Today the code won’t be that complicated at all. We’ll first get the data, in JSON, and put it into a dataframe.

library(jsonlite) #fromJSON -> data.frame
library(httr) # GET/POST
library(dplyr)
library(ggplot2)
library(wordcloud2)

cisa_response <- httr::GET(url = "https://www.cisa.gov/sites/default/files/feeds/known_exploited_vulnerabilities.json",
content_type_json(), accept_json())
View(rawToChar(cisa_response$content))
kev_list <- fromJSON(txt = rawToChar(cisa_response$content))
kev_df <- kev_list[['vulnerabilities']]

And that’s about it.

About Prevalence

So if we look (again: real quick) at the dataset, we easily get a feeling Microsoft, Google, Apple, Adobe… A few familiar names appear more often than others. Let’s check that assumption (not all results shown there, but you get the idea), and no need to be fancy, a simple table will do:

So yes, there is something there. But this time around, let’s use our understanding of the so-called “domain knowledge”: So the bad guys they really want to have tools that get them into systems (to get data) that are… used, by their targets.

This can be checked against things like (random search results for OS and software prevalence):

So it makes sense that the “known exploited vulnerabilities” affect often used products, say such as Microsoft (Windows, Office, etc.), Google (Chrome, Android…) or Apple (mostly iOS stuff). That’s not necessarily to say those products have more vulnerabilities than other products (although, the more complex the software…).
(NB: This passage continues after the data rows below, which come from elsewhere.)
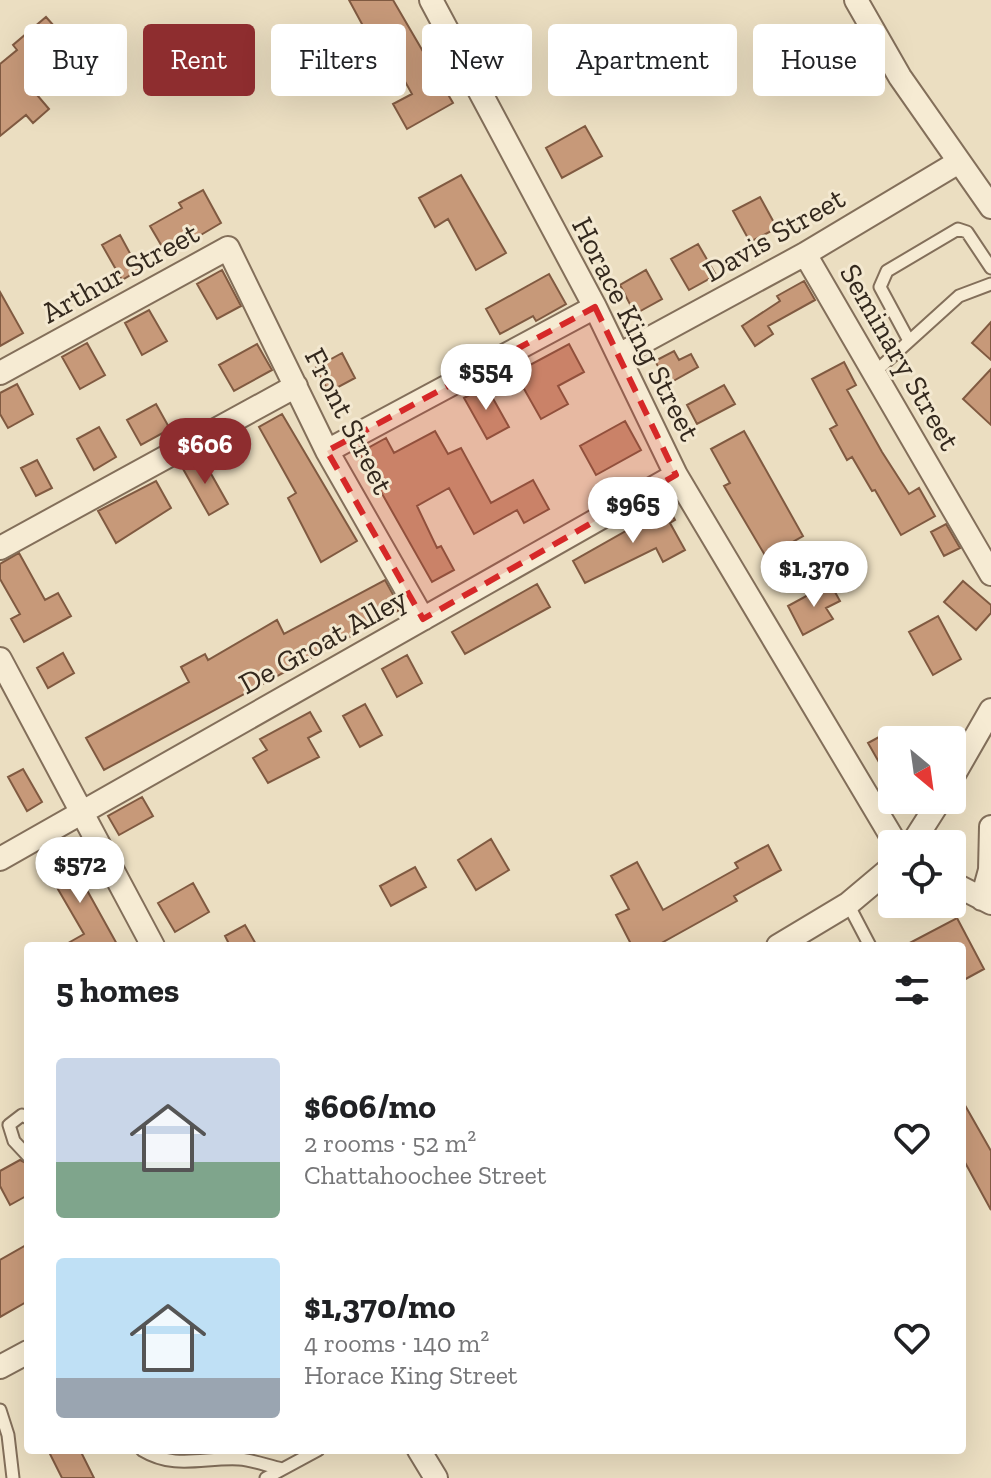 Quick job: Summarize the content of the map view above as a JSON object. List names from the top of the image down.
{
  "streets": {
    "street": [
      "Davis Street",
      "Arthur Street",
      "Horace King Street",
      "Seminary Street",
      "Front Street",
      "De Groat Alley"
    ]
  },
  "crossings": [
    ["Davis Street", "Horace King Street"],
    ["Davis Street", "Seminary Street"],
    ["Arthur Street", "Front Street"],
    ["Horace King Street", "De Groat Alley"],
    ["Front Street", "De Groat Alley"]
  ],
  "north": "bottom right",
  "page": {
    "chip": [
      "Buy",
      "Rent",
      "Filters",
      "New",
      "Apartment",
      "House"
    ],
    "price": [
      "$554",
      "$606",
      "$965",
      "$1,370",
      "$572"
    ],
    "heading": "5 homes",
    "list": [
      {
        "name": "$606/mo",
        "note": "2 rooms · 52 m² · Chattahoochee Street"
      },
      {
        "name": "$1,370/mo",
        "note": "4 rooms · 140 m² · Horace King Street"
      }
    ]
  }
}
No, not necessarily. It does say that more people (and organizations) use Windows, Chrome and iPhones, than say Firefox, though, but Firefox is still definitely in the short list.

Well, it’s probably really a mix of a few aspects: Prevalence (hackers interest), complexity (possibility to make mistakes), and due diligence (how much you care about the security of your software in the first place). 

But let’s keep going.

Patch your systems

When looking at the recommended actions, we get few options, and really given the nature of the data provided here, it makes sense.

So it really boils down to this:

  • Patch your software
  • Remove unsupported software

Note: Patching implicitly supposes you have a license, where applicable. But that’s a different story.

How did I get the above tables, you ask? I’m surprised you would care, but here goes some sample code:

kev_actions_freqs <- as.data.frame(table(kev_df$requiredAction))
names(kev_actions_freqs)[1] <- "Rec_Action"
View(kev_actions_freqs %>% arrange(desc(Freq))) 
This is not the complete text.